In the thrusting, capitalist late-1980s, it was only natural that adverts would make a large mark on the charts. Boase Massimi Pollitt were the London-based ad agency behind the Smash Martians, and in the 1980s they were kings of the beer advert, responsible for both George the Hofmeister Bear and the Paul Hogan Fosters ads. 1988 saw the launch of a campaign for Miller Lite beer which featured high-concept sequences of men modelled on megaliths playing stone instruments and singing The Hollies’ heartstring-pulling He Ain’t Heavy, He’s My Brother.

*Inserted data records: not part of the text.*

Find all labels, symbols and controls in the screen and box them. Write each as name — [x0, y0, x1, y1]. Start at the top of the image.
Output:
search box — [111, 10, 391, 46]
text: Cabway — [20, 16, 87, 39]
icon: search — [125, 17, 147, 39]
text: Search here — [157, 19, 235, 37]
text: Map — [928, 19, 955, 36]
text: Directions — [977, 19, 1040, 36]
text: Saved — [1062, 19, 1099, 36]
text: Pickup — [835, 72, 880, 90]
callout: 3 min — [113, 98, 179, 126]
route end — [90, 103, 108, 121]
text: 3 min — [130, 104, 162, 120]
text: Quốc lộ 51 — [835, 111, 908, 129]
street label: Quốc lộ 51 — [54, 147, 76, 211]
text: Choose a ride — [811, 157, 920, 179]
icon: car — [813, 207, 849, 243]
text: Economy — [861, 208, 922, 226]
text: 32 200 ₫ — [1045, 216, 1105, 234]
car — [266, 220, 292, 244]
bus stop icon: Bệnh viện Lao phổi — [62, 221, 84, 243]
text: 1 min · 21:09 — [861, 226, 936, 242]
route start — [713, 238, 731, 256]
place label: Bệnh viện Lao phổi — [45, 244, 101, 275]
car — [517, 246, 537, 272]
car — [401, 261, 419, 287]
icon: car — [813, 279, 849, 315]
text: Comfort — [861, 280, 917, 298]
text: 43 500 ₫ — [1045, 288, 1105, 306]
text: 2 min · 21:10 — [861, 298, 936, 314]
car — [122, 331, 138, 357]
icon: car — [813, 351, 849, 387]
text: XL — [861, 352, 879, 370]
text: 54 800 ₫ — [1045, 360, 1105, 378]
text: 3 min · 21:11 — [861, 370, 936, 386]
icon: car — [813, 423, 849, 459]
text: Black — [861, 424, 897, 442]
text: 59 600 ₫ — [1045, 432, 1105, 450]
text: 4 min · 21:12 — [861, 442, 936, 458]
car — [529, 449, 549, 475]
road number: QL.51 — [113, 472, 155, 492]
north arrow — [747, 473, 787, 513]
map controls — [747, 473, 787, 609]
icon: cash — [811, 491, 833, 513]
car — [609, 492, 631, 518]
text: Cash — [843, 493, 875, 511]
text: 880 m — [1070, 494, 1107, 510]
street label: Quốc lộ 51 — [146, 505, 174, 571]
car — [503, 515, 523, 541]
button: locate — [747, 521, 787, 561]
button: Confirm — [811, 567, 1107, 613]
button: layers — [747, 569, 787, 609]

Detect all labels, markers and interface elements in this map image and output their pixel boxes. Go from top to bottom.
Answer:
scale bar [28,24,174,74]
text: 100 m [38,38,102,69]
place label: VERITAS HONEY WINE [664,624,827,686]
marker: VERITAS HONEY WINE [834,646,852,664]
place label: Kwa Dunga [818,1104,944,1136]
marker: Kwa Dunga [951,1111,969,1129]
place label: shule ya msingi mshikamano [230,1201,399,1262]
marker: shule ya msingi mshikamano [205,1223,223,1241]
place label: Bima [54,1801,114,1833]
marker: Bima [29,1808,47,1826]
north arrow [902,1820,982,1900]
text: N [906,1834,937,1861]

The song was re-released off the back of the ad, and it exceeded its 1969 top position by two places to reach No.1 in September 1988. Meanwhile, Robin Beck – a backing singer for the likes of Chaka Khan and Cher – became a one-hit wonder as her power ballad First Time backed a Coca-Cola advert featuring a cast of all-American teenagers and went on to spend three weeks at UK No.1.

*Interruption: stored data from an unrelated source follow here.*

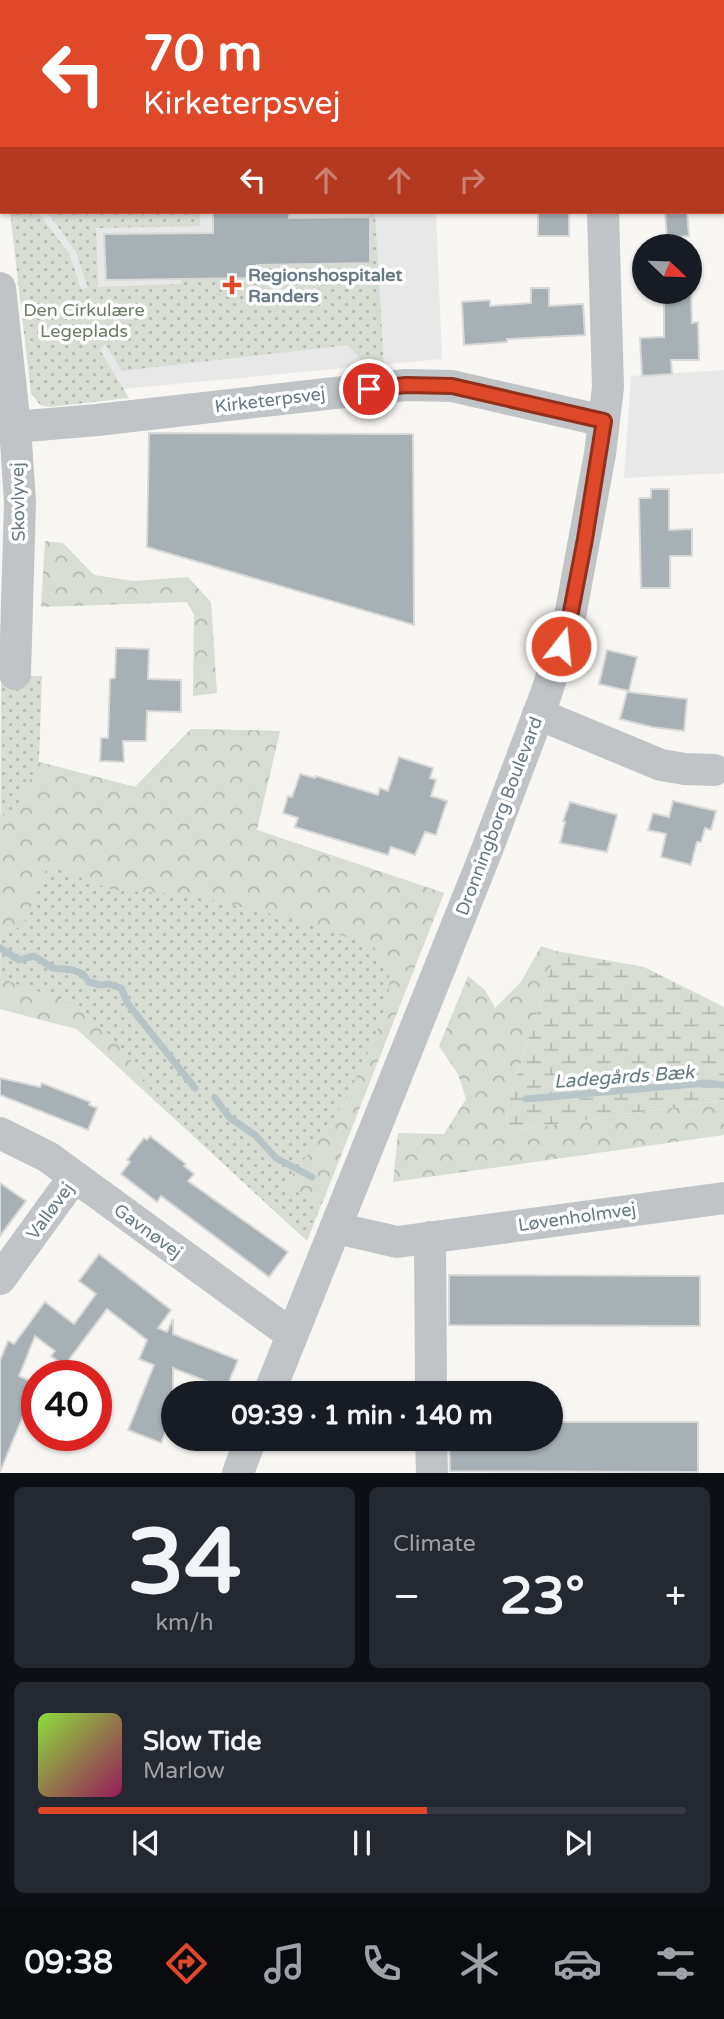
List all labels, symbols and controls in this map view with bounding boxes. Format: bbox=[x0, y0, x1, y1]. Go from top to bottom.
text: 70 m bbox=[143, 25, 262, 84]
icon: left bbox=[28, 28, 119, 119]
text: Kirketerpsvej bbox=[143, 85, 341, 123]
icon: left bbox=[234, 161, 272, 199]
icon: ahead bbox=[307, 161, 345, 199]
icon: ahead bbox=[380, 161, 418, 199]
icon: right bbox=[453, 161, 491, 199]
north arrow bbox=[632, 234, 702, 304]
map controls bbox=[632, 234, 702, 304]
place label: Regionshospitalet Randers bbox=[248, 264, 402, 307]
marker: Regionshospitalet Randers bbox=[222, 275, 242, 295]
park label: Den Cirkulære Legeplads bbox=[23, 299, 145, 342]
pin bbox=[339, 359, 399, 419]
icon: arrive bbox=[350, 370, 388, 408]
street label: Kirketerpsvej bbox=[213, 382, 327, 418]
street label: Skovlyvej bbox=[6, 462, 30, 542]
position arrow bbox=[524, 609, 598, 683]
street label: Dronningborg Boulevard bbox=[451, 714, 547, 918]
water label: Ladegårds Bæk bbox=[553, 1061, 697, 1093]
street label: Valløvej bbox=[22, 1178, 78, 1244]
street label: Løvenholmvej bbox=[517, 1198, 637, 1236]
street label: Gavnøvej bbox=[110, 1199, 186, 1263]
speed limit sign: 40 bbox=[21, 1360, 112, 1451]
text: 09:39 · 1 min · 140 m bbox=[231, 1400, 493, 1431]
text: 34 bbox=[127, 1508, 242, 1618]
text: Climate bbox=[393, 1530, 476, 1558]
text: 23° bbox=[500, 1565, 585, 1628]
text: − bbox=[393, 1574, 420, 1620]
text: + bbox=[665, 1574, 686, 1620]
text: km/h bbox=[156, 1609, 213, 1637]
text: Slow Tide bbox=[143, 1726, 261, 1757]
text: Marlow bbox=[143, 1757, 225, 1785]
icon: previous bbox=[127, 1824, 165, 1862]
icon: pause bbox=[343, 1824, 381, 1862]
icon: next bbox=[559, 1824, 597, 1862]
icon: directions bbox=[162, 1939, 211, 1988]
icon: music bbox=[260, 1939, 309, 1988]
icon: phone bbox=[357, 1939, 406, 1988]
icon: climate bbox=[455, 1939, 504, 1988]
icon: car bbox=[553, 1939, 602, 1988]
icon: filters bbox=[651, 1939, 700, 1988]
text: 09:38 bbox=[24, 1944, 113, 1982]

Far from such commercial considerations – at least for now – acid house was a scene that was growing exponentially. In January, Paul Oakenfold started the Future club night at the small and dingy Soundshaft behind Charing Cross’ Heaven venue. The tagline (‘The original and only Balearic club – dance you fuckers!’) was a bold one when launching in a rainy London in winter, but Future, like Danny Rampling’s Shoom before it, attracted a small but dedicated following. But when Oakenfold’s Spectrum started up at Heaven in April, and Nicky Holloway’s The Trip opened at the Astoria in June, suddenly acid house began to fill 2,000-plus capacity venues, claiming a share of West End nightlife.

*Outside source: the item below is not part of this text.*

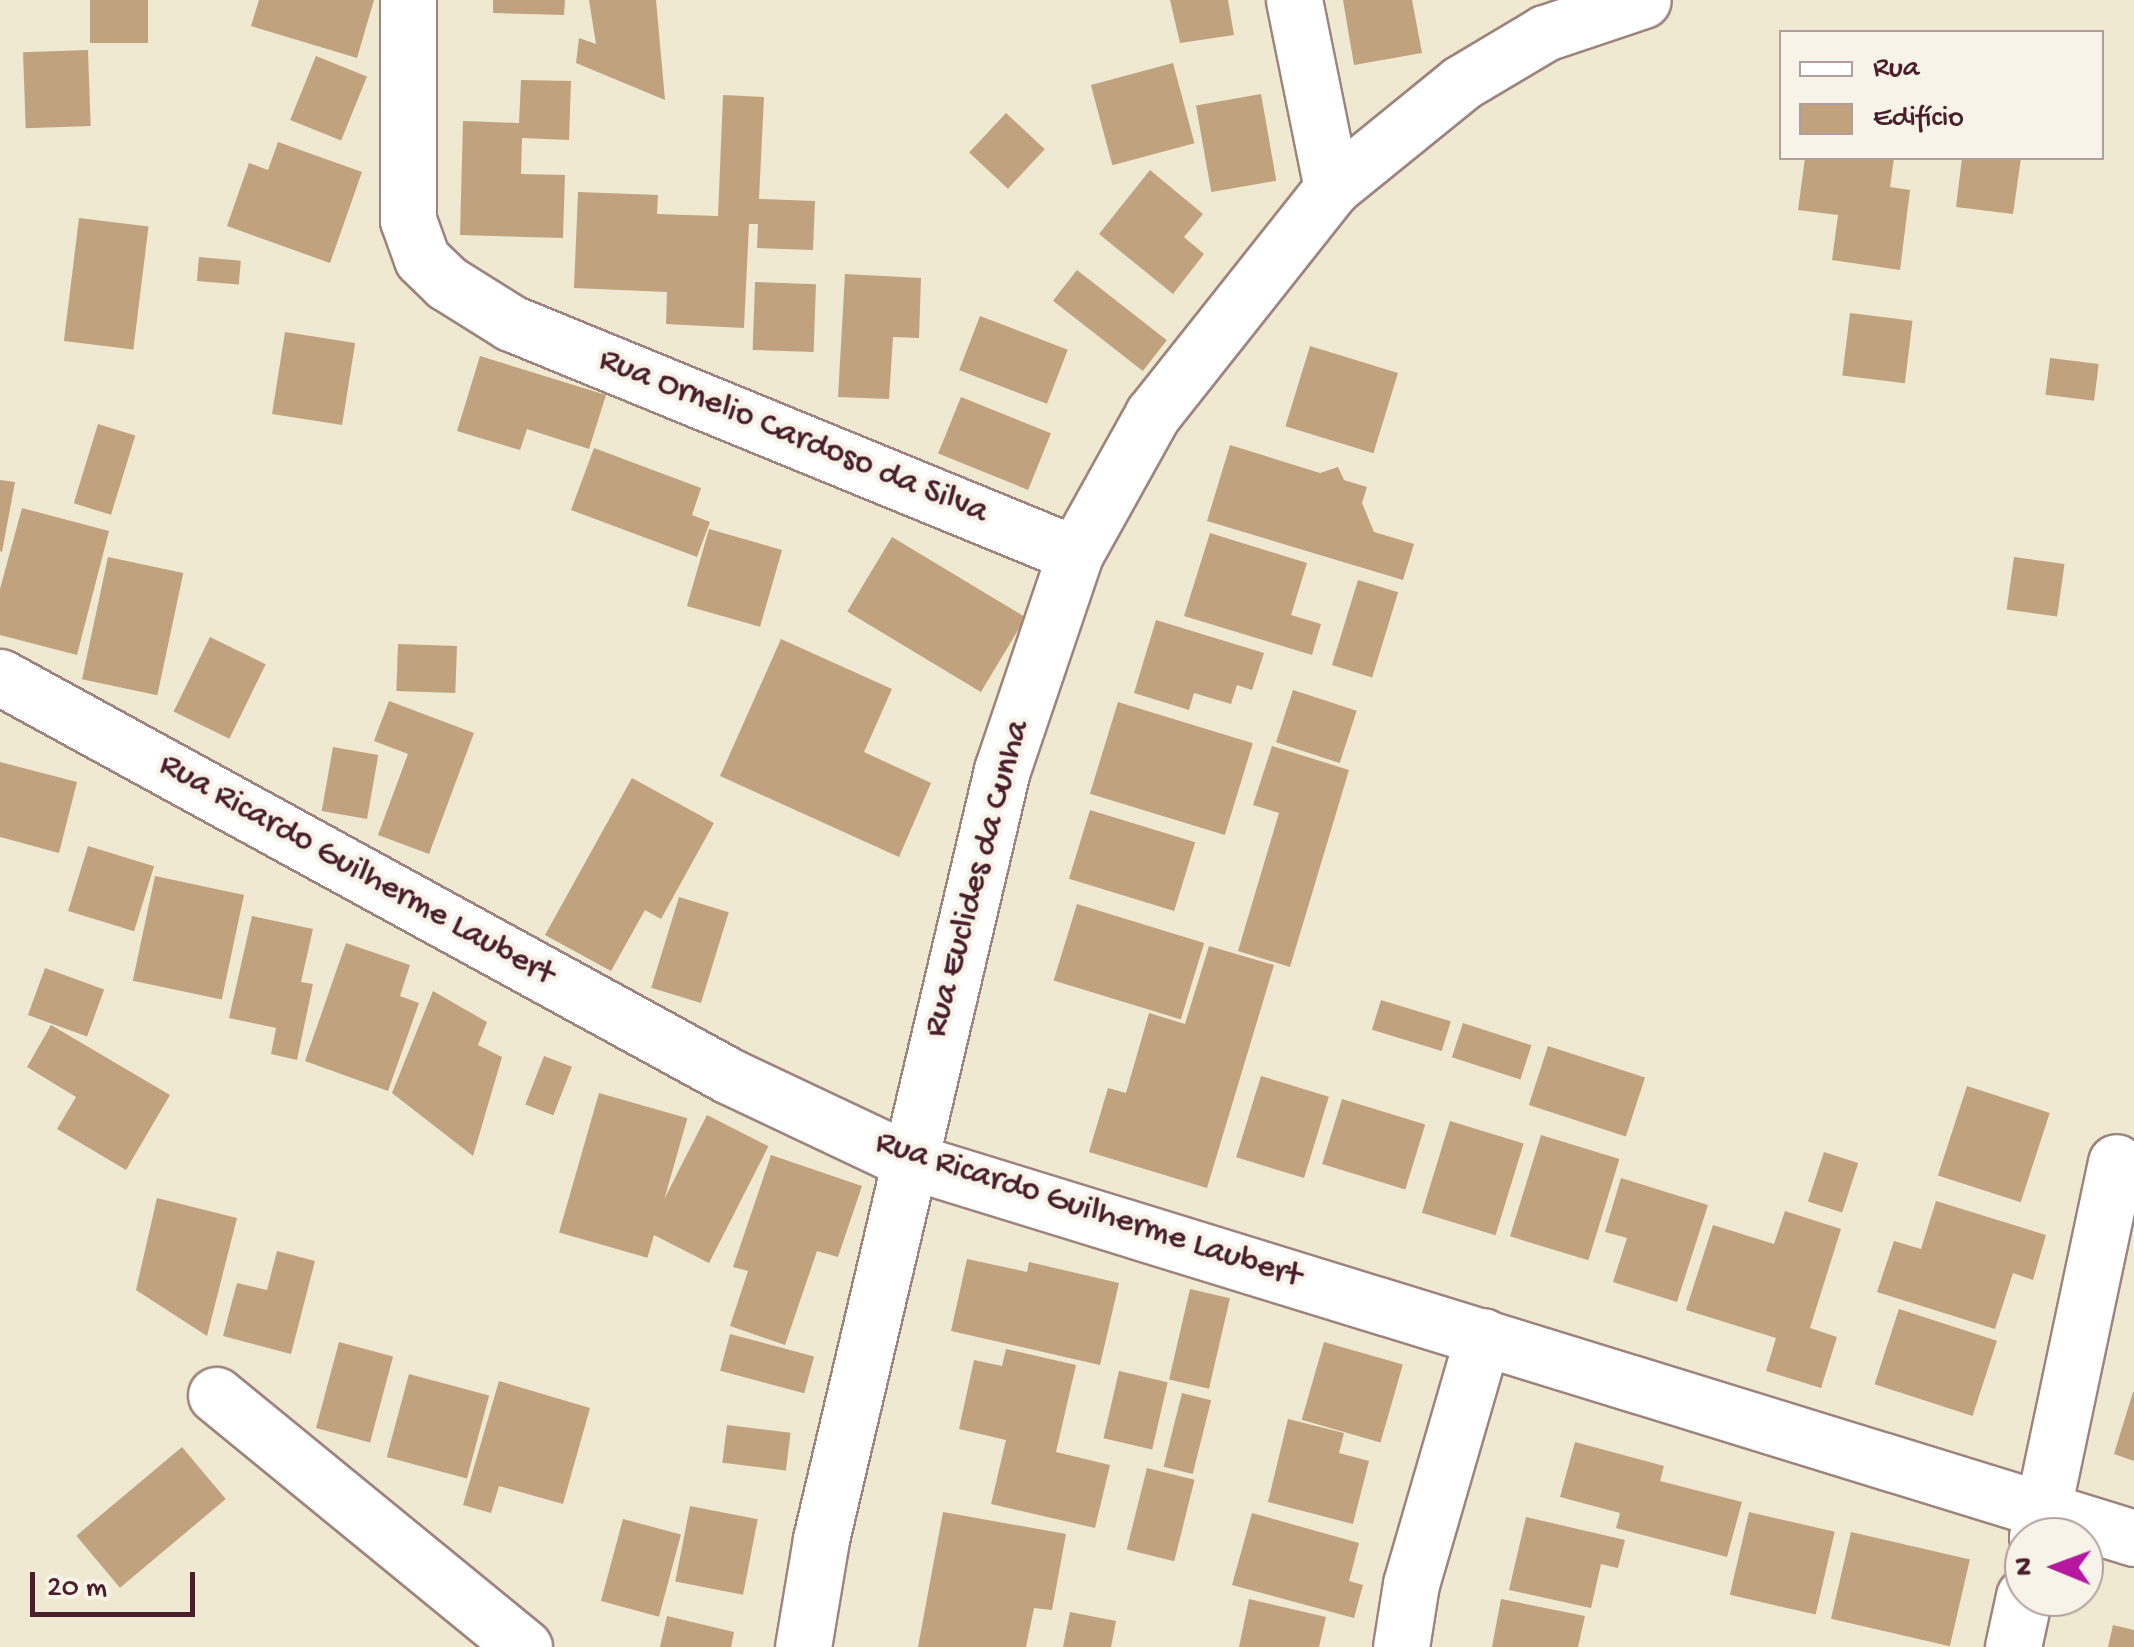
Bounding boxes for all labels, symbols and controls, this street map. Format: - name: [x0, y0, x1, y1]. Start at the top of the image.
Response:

Manchester’s Haçienda also proved its pivotal role in the scene as the legendary Ibiza-themed Hot club night launched in July. Meanwhile, S’Express’ Theme From S’Express had reached No.1 in April, becoming the first acid house megahit, and both i-D and The Face had run features on the scene. Acid house had arrived, and the ‘Second Summer of Love’ would span 1988 and 1989.

But the underground and utopian characteristics of acid house were soon under threat as the money-making potential in this scene was spotted by one Tony Colston-Hayter. At just 22 he was already a successful video game entrepreneur and professional gambler who fuelled his nights at Shoom with a steady stream of champagne – the very embodiment of the Thatcherite impulse that egalitarian acid house claimed to stand against. His Apocalypse Now rave at the vast Wembley Studios in August was a ticketed event and he invited ITN news in to film the sweaty, drug-fuelled party, providing free publicity.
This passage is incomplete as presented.